Exercise directions:
From the listing below, copy each line that contains the word "names".

Input for this task:

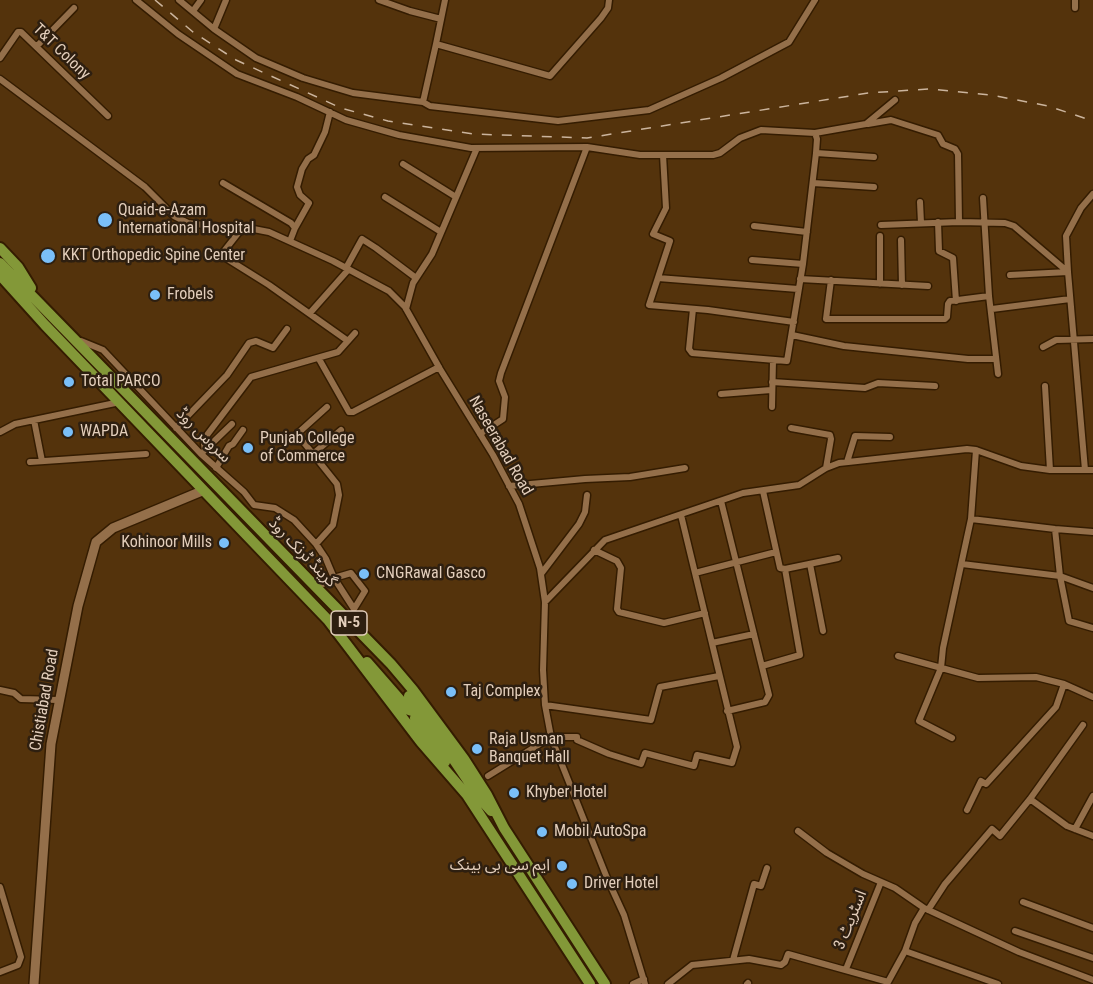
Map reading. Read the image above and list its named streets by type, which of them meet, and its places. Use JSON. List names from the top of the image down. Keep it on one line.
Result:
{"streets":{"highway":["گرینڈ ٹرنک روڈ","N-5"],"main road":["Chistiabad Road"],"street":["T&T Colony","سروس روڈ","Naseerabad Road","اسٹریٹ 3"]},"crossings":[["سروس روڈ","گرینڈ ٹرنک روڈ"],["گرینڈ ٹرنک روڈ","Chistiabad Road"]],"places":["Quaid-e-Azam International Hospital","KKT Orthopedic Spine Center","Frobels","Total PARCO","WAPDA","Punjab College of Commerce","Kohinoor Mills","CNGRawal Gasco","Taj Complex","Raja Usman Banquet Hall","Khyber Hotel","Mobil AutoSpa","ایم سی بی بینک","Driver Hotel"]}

---

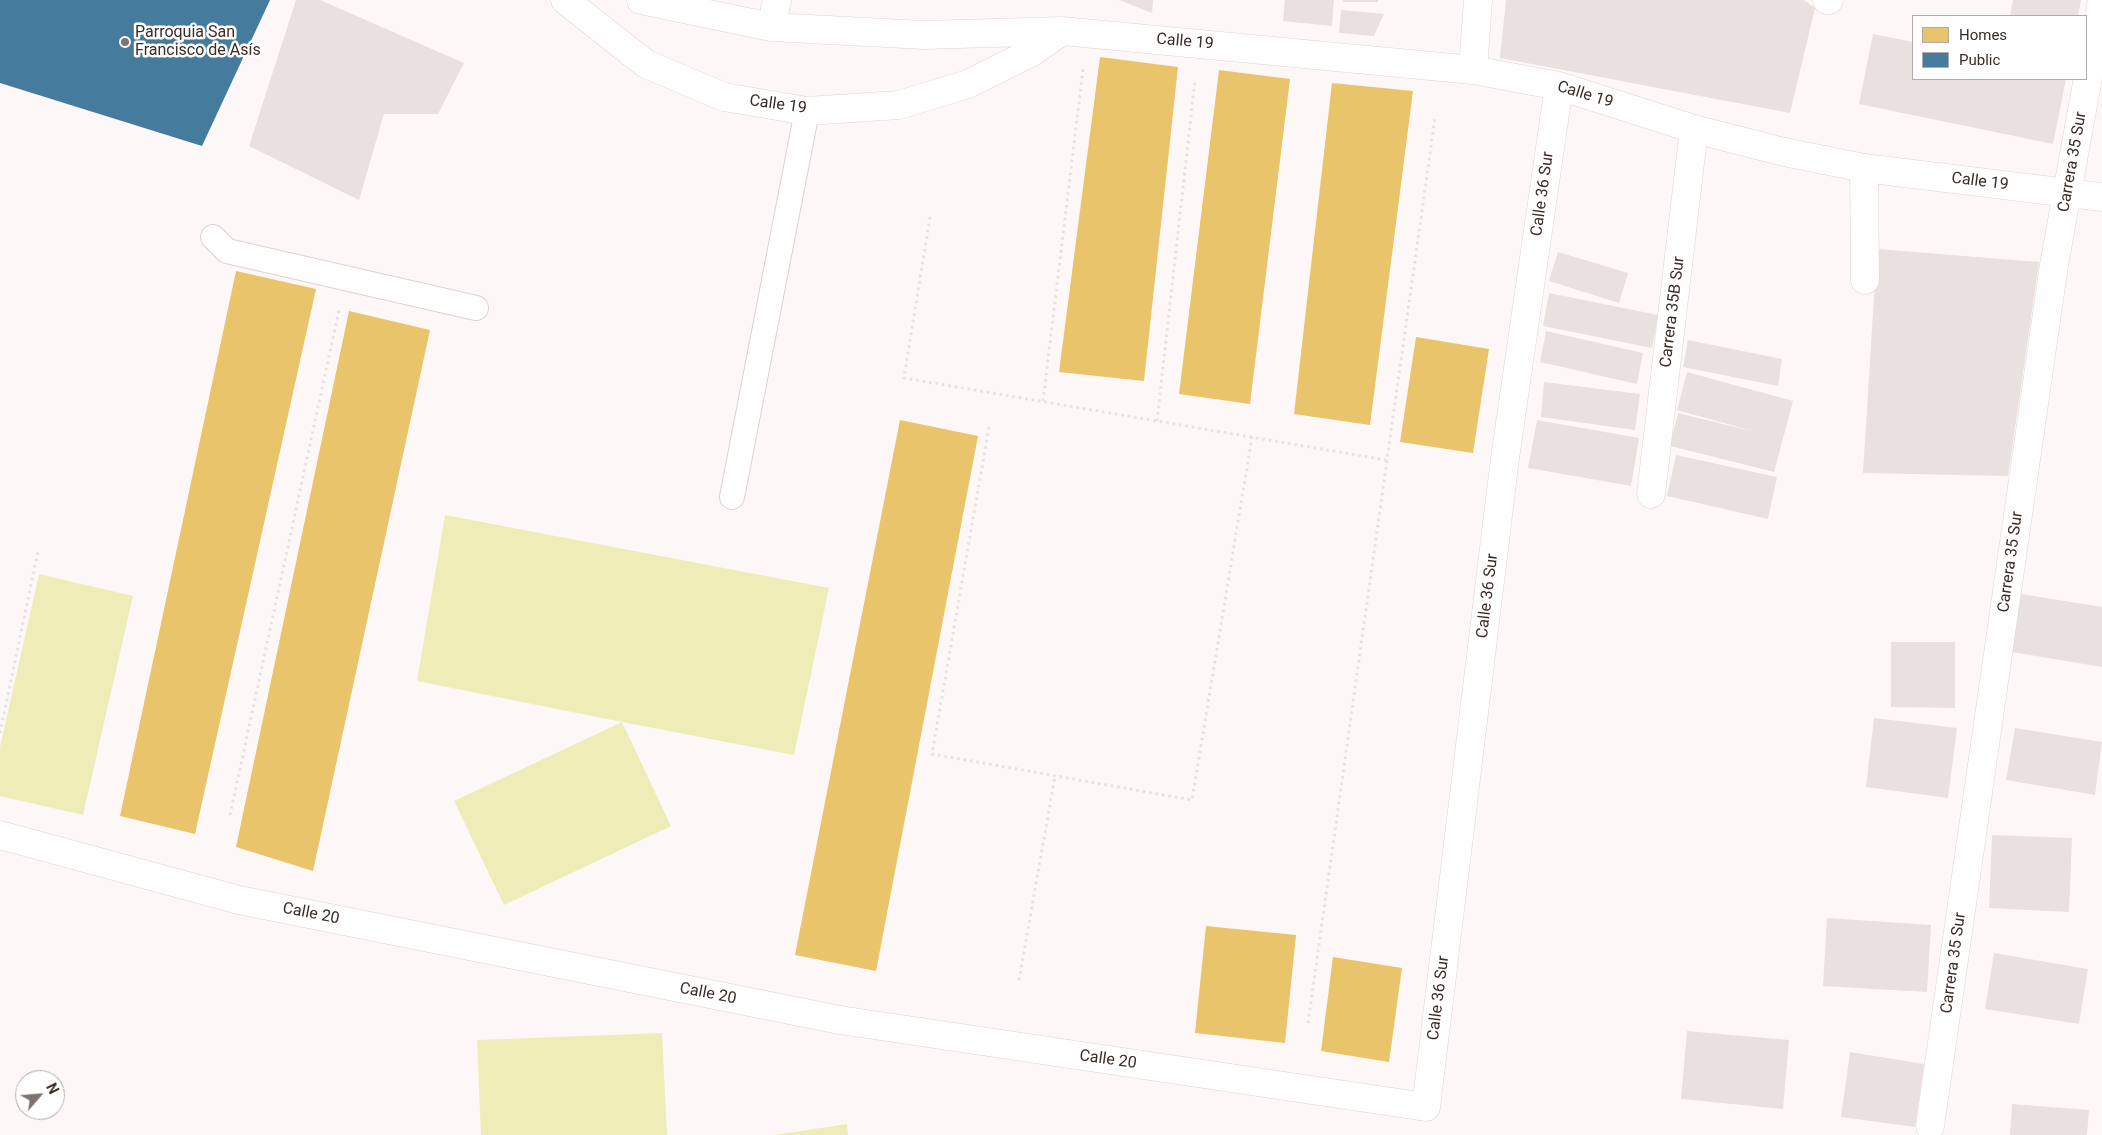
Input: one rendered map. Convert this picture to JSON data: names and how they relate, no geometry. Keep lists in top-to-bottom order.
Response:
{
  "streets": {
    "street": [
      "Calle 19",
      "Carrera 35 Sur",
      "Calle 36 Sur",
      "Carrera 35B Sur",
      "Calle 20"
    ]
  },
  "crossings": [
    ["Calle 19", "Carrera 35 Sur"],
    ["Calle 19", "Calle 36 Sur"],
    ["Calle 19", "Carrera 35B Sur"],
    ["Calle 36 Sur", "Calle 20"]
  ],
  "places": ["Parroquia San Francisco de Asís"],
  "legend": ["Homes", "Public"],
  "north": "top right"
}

Solution:
Map reading. Read the image above and list its named streets by type, which of them meet, and its places. Use JSON. List names from the top of the image down. Keep it on one line.
Input: one rendered map. Convert this picture to JSON data: names and how they relate, no geometry. Keep lists in top-to-bottom order.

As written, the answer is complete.